> Problem details
Although the records contain pictures, none belong in the copy: restate word for word only the lines from the one with "I am building" through the one with "Describe the picture", both included.

> Extracted information
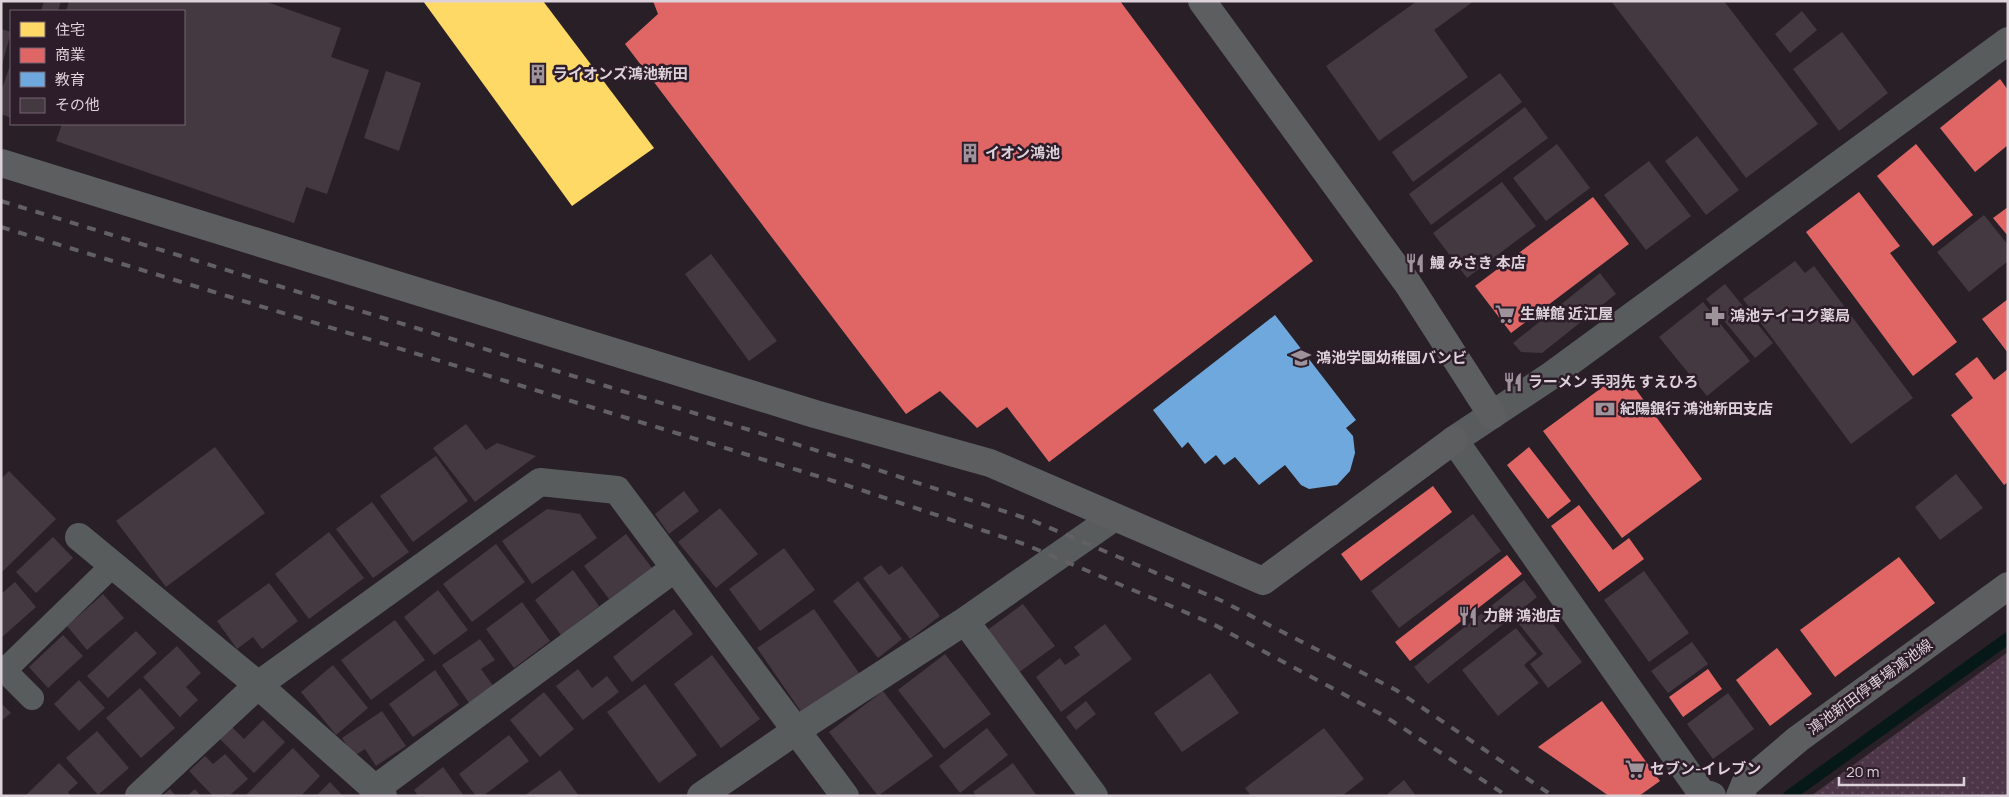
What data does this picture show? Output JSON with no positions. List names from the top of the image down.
{
  "streets": {
    "street": ["鴻池新田停車場鴻池線"]
  },
  "places": {
    "building": ["ライオンズ鴻池新田", "イオン鴻池"],
    "restaurant": ["鰻 みさき 本店", "ラーメン 手羽先 すえひろ", "力餅 鴻池店"],
    "supermarket": ["生鮮館 近江屋", "セブン-イレブン"],
    "pharmacy": ["鴻池テイコク薬局"],
    "school or university": ["鴻池学園幼稚園バンビ"],
    "bank": ["紀陽銀行 鴻池新田支店"]
  },
  "legend": [
    "住宅",
    "商業",
    "教育",
    "その他"
  ],
  "scale_bar": "20 m"
}
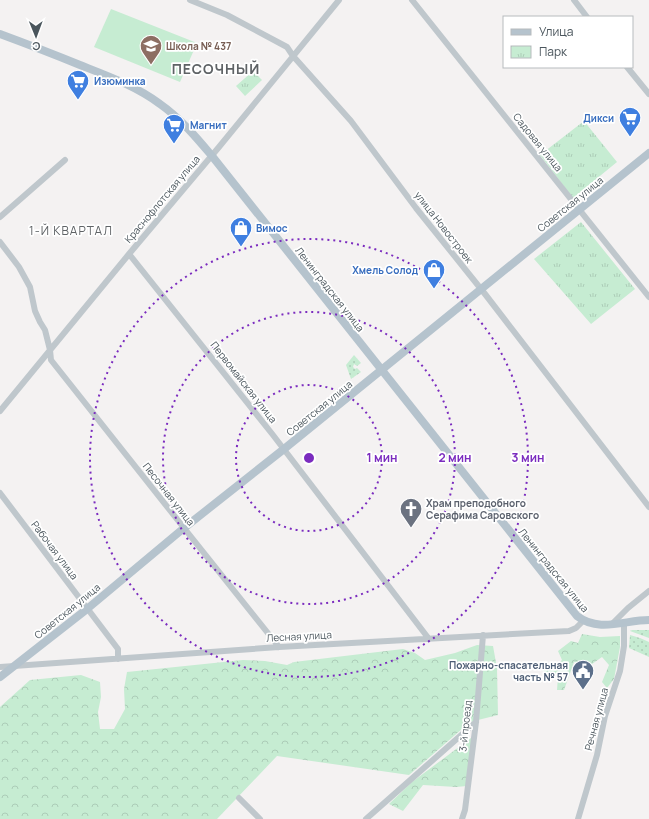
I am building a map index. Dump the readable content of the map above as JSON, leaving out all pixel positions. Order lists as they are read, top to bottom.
{
  "streets": {
    "main road": ["Советская улица", "Ленинградская улица"],
    "street": [
      "Садовая улица",
      "Краснофлотская улица",
      "улица Новостроек",
      "Первомайская улица",
      "Песочная улица",
      "Рабочая улица",
      "Лесная улица",
      "Речная улица",
      "3-й проезд"
    ]
  },
  "crossings": [
    ["Садовая улица", "Советская улица"],
    ["Краснофлотская улица", "улица Новостроек"],
    ["Краснофлотская улица", "Ленинградская улица"],
    ["Краснофлотская улица", "Первомайская улица"],
    ["Краснофлотская улица", "Песочная улица"],
    ["Советская улица", "улица Новостроек"],
    ["Советская улица", "Ленинградская улица"],
    ["Советская улица", "Первомайская улица"],
    ["Советская улица", "Песочная улица"],
    ["Советская улица", "Рабочая улица"],
    ["Советская улица", "Лесная улица"],
    ["Ленинградская улица", "Лесная улица"],
    ["Первомайская улица", "Лесная улица"],
    ["Песочная улица", "Лесная улица"],
    ["Рабочая улица", "Лесная улица"],
    ["Лесная улица", "3-й проезд"]
  ],
  "districts": ["ПЕСОЧНЫЙ", "1-Й КВАРТАЛ"],
  "places": {
    "school or university": ["Школа № 437"],
    "supermarket": ["Изюминка", "Дикси", "Магнит"],
    "shop": ["Вимос", "Хмель Солод"],
    "church": ["Храм преподобного Серафима Саровского"],
    "public building": ["Пожарно-спасательная часть № 57"]
  },
  "legend": ["Улица", "Парк"],
  "north": "bottom",
  "rings": ["1 мин", "2 мин", "3 мин"]
}
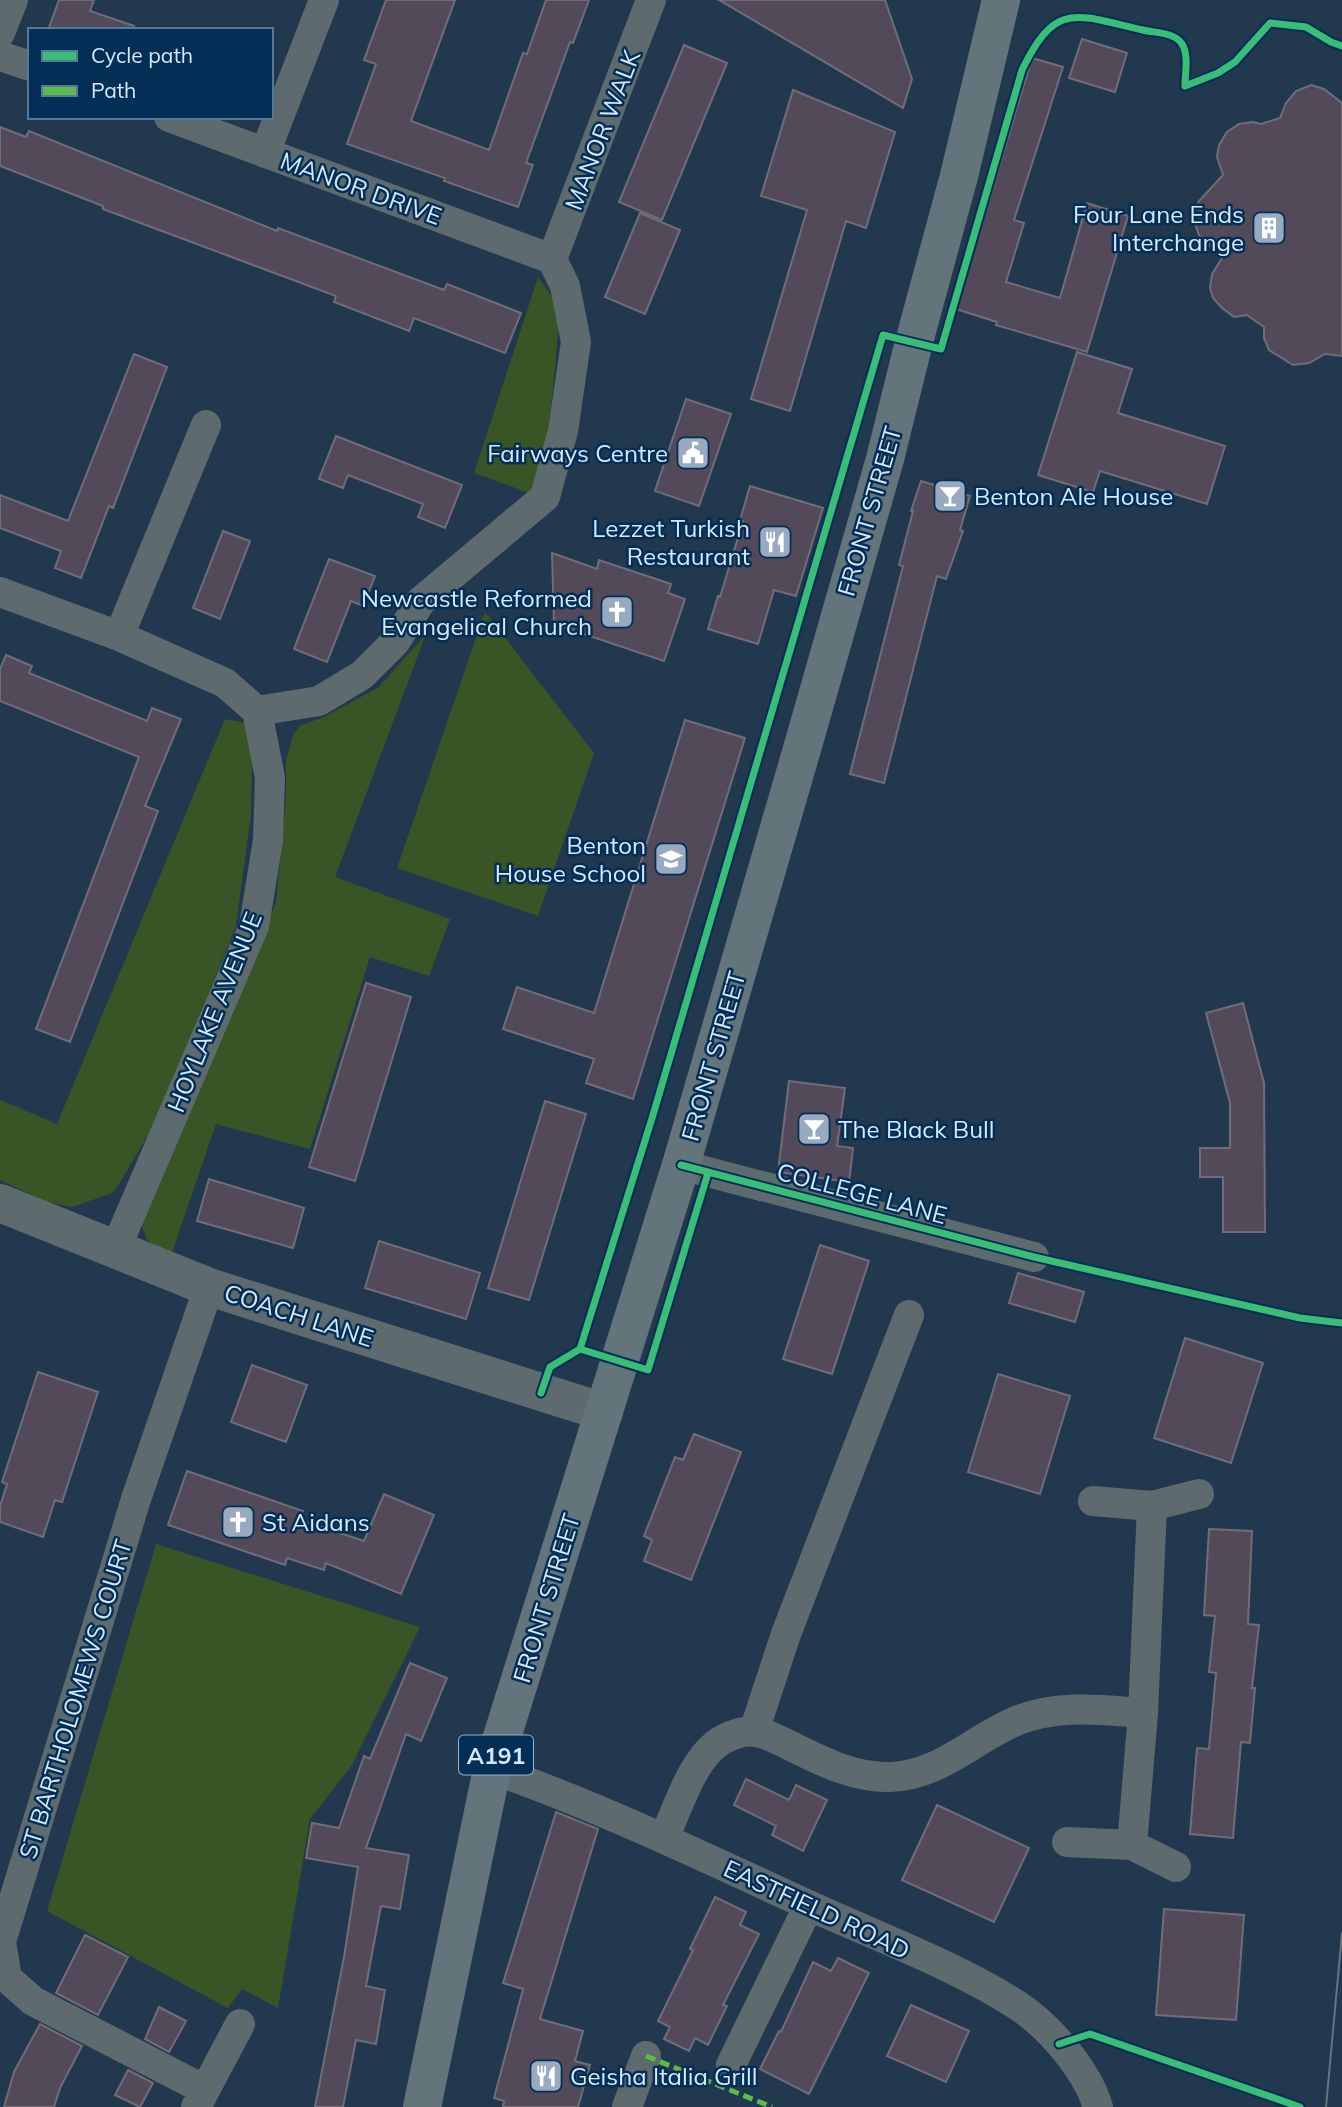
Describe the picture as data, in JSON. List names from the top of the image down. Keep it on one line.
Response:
{"streets":{"main road":["FRONT STREET","A191"],"street":["MANOR WALK","MANOR DRIVE","HOYLAKE AVENUE","COLLEGE LANE","COACH LANE","ST BARTHOLOMEWS COURT","EASTFIELD ROAD"]},"crossings":[["MANOR WALK","MANOR DRIVE"],["FRONT STREET","COLLEGE LANE"],["FRONT STREET","COACH LANE"],["FRONT STREET","EASTFIELD ROAD"],["HOYLAKE AVENUE","COACH LANE"],["COACH LANE","ST BARTHOLOMEWS COURT"]],"places":{"building":["Four Lane Ends Interchange"],"public building":["Fairways Centre"],"bar":["Benton Ale House","The Black Bull"],"restaurant":["Lezzet Turkish Restaurant","Geisha Italia Grill"],"church":["Newcastle Reformed Evangelical Church","St Aidans"],"school or university":["Benton House School"]},"legend":["Cycle path","Path"]}
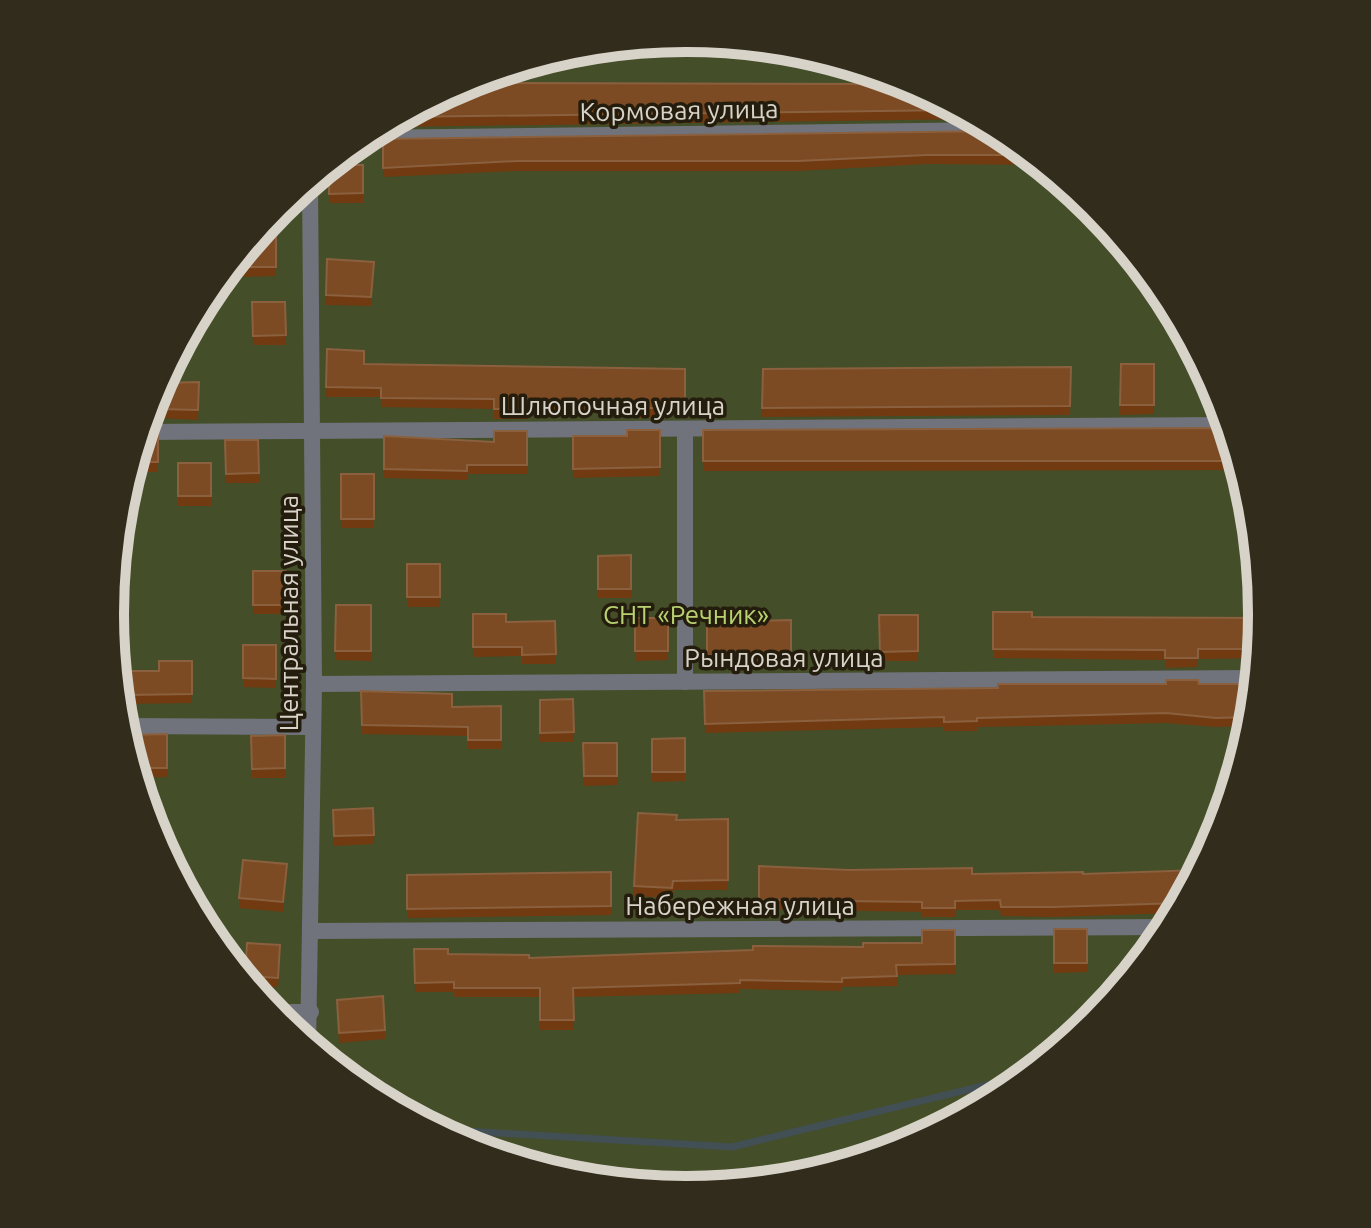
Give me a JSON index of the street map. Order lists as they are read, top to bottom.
{
  "streets": {
    "street": [
      "Кормовая улица",
      "Шлюпочная улица",
      "Центральная улица",
      "Рындовая улица",
      "Набережная улица"
    ]
  },
  "crossings": [
    ["Шлюпочная улица", "Центральная улица"],
    ["Центральная улица", "Рындовая улица"],
    ["Центральная улица", "Набережная улица"]
  ],
  "parks": ["СНТ «Речник»"]
}
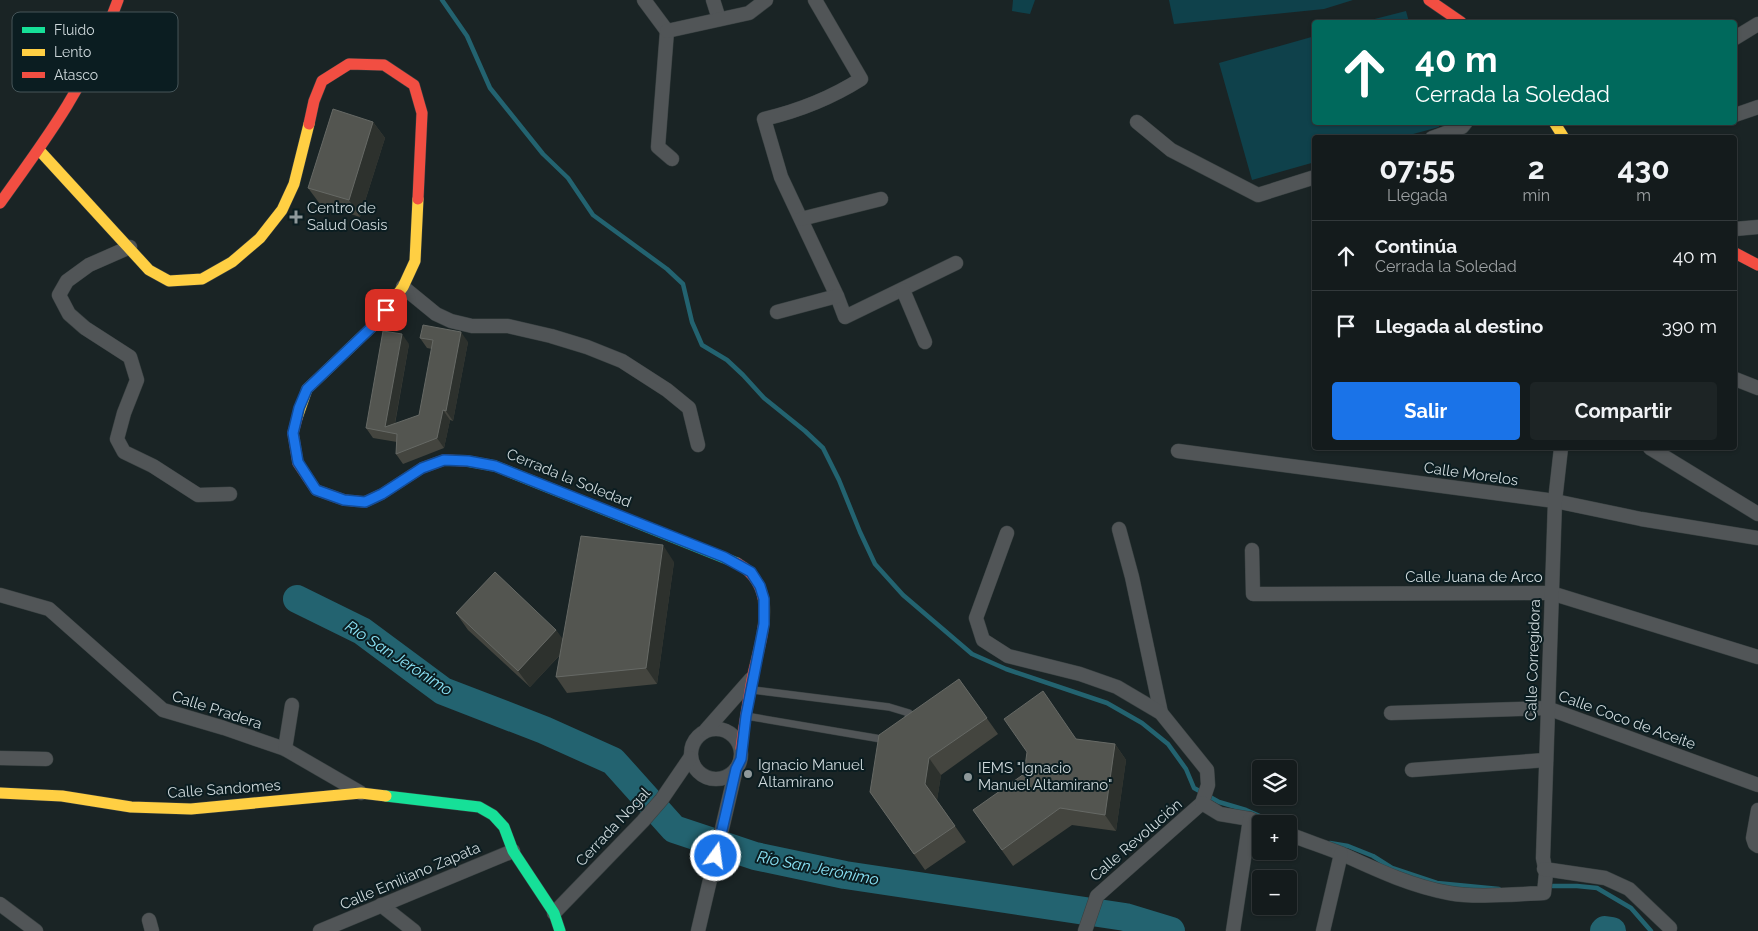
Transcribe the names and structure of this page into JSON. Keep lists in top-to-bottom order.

> Written response
I am building a map index. Dump the readable content of the map above as JSON, leaving out all pixel positions. Order lists as they are read, top to bottom.
{
  "streets": {
    "main road": ["Советская улица", "Ленинградская улица"],
    "street": [
      "Садовая улица",
      "Краснофлотская улица",
      "улица Новостроек",
      "Первомайская улица",
      "Песочная улица",
      "Рабочая улица",
      "Лесная улица",
      "Речная улица",
      "3-й проезд"
    ]
  },
  "crossings": [
    ["Садовая улица", "Советская улица"],
    ["Краснофлотская улица", "улица Новостроек"],
    ["Краснофлотская улица", "Ленинградская улица"],
    ["Краснофлотская улица", "Первомайская улица"],
    ["Краснофлотская улица", "Песочная улица"],
    ["Советская улица", "улица Новостроек"],
    ["Советская улица", "Ленинградская улица"],
    ["Советская улица", "Первомайская улица"],
    ["Советская улица", "Песочная улица"],
    ["Советская улица", "Рабочая улица"],
    ["Советская улица", "Лесная улица"],
    ["Ленинградская улица", "Лесная улица"],
    ["Первомайская улица", "Лесная улица"],
    ["Песочная улица", "Лесная улица"],
    ["Рабочая улица", "Лесная улица"],
    ["Лесная улица", "3-й проезд"]
  ],
  "districts": ["ПЕСОЧНЫЙ", "1-Й КВАРТАЛ"],
  "places": {
    "school or university": ["Школа № 437"],
    "supermarket": ["Изюминка", "Дикси", "Магнит"],
    "shop": ["Вимос", "Хмель Солод"],
    "church": ["Храм преподобного Серафима Саровского"],
    "public building": ["Пожарно-спасательная часть № 57"]
  },
  "legend": ["Улица", "Парк"],
  "north": "bottom",
  "rings": ["1 мин", "2 мин", "3 мин"]
}
Describe the picture as data, in JSON. List names from the top of the image down. Keep it on one line.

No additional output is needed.